Task details -> After reading the data below, copy out every line that contains the word "index".

Data extract ->

=== Begin Enclosure ===

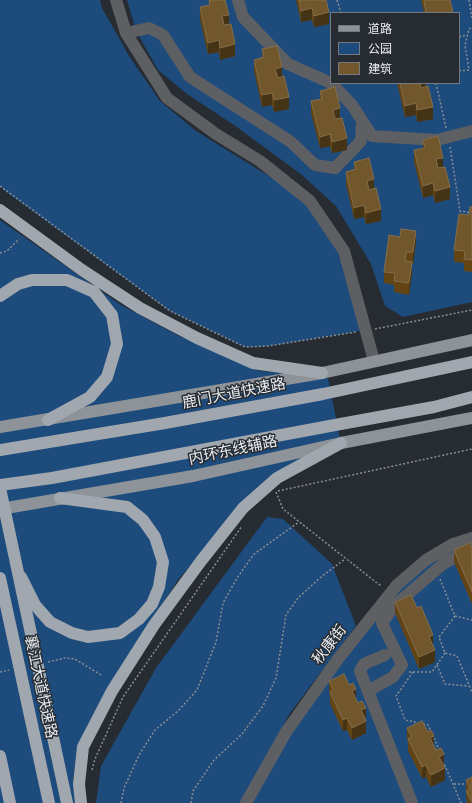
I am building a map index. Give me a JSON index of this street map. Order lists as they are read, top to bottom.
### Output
{
  "streets": {
    "highway": ["鹿门大道快速路", "襄江大道快速路"],
    "main road": ["内环东线辅路"],
    "street": ["秋康街"]
  },
  "legend": ["道路", "公园", "建筑"]
}
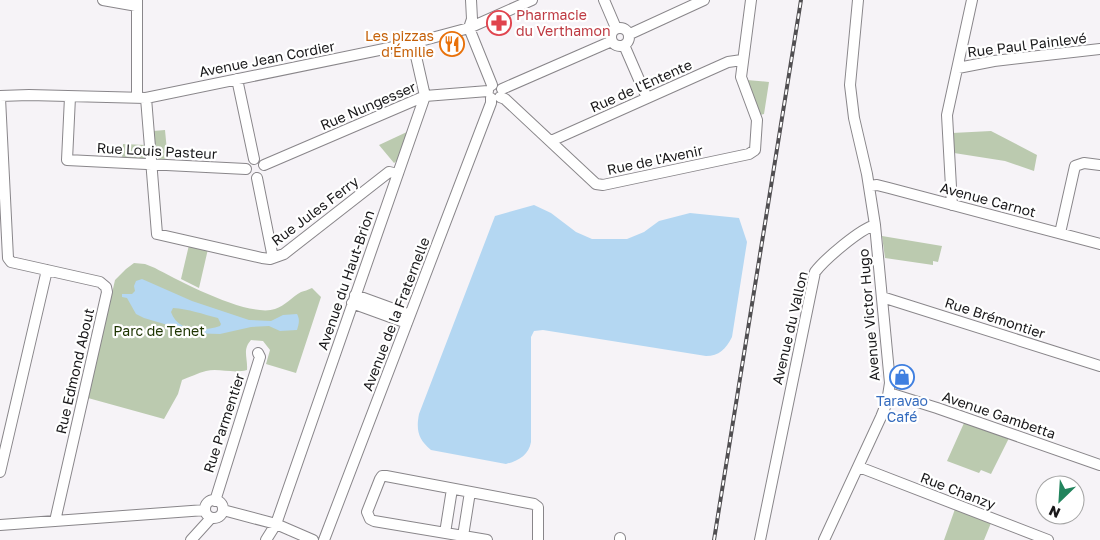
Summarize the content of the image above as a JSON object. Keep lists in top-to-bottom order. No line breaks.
{"streets":{"street":["Rue Paul Painlevé","Avenue Jean Cordier","Rue de l'Entente","Rue Nungesser","Rue Louis Pasteur","Rue de l'Avenir","Avenue Carnot","Rue Jules Ferry","Avenue du Haut-Brion","Avenue de la Fraternelle","Avenue Victor Hugo","Rue Brémontier","Avenue du Vallon","Rue Edmond About","Avenue Gambetta","Rue Parmentier","Rue Chanzy"]},"crossings":[["Avenue Jean Cordier","Rue Louis Pasteur"],["Avenue Jean Cordier","Rue Edmond About"],["Rue de l'Entente","Rue de l'Avenir"],["Rue Nungesser","Rue Louis Pasteur"],["Rue Nungesser","Rue de l'Avenir"],["Rue Nungesser","Avenue du Haut-Brion"],["Rue Nungesser","Avenue de la Fraternelle"],["Rue Louis Pasteur","Rue Jules Ferry"],["Rue de l'Avenir","Avenue de la Fraternelle"],["Rue Jules Ferry","Avenue du Haut-Brion"],["Avenue Victor Hugo","Rue Brémontier"],["Avenue Victor Hugo","Avenue du Vallon"],["Avenue Victor Hugo","Avenue Gambetta"],["Avenue Victor Hugo","Rue Chanzy"]],"parks":["Parc de Tenet"],"places":{"pharmacy":["Pharmacie du Verthamon"],"restaurant":["Les pizzas d'Émilie"],"shop":["Taravao Café"]},"north":"bottom left"}
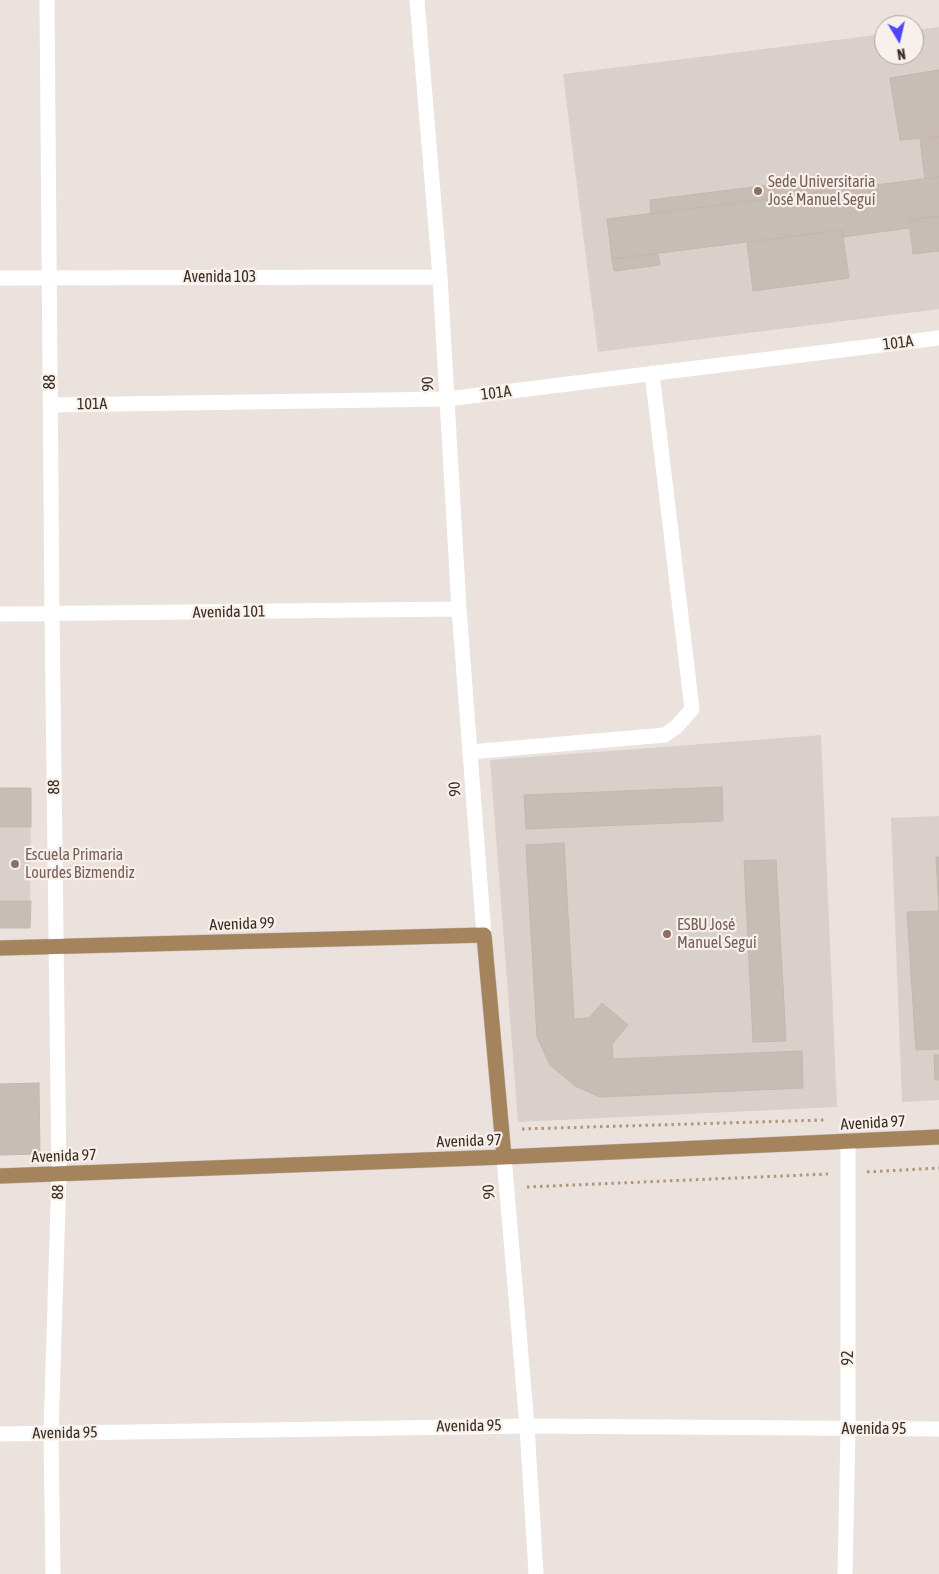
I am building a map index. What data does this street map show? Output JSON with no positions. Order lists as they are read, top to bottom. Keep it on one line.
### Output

=== End Enclosure ===

Response to the task ->
I am building a map index. Give me a JSON index of this street map. Order lists as they are read, top to bottom.
I am building a map index. What data does this street map show? Output JSON with no positions. Order lists as they are read, top to bottom. Keep it on one line.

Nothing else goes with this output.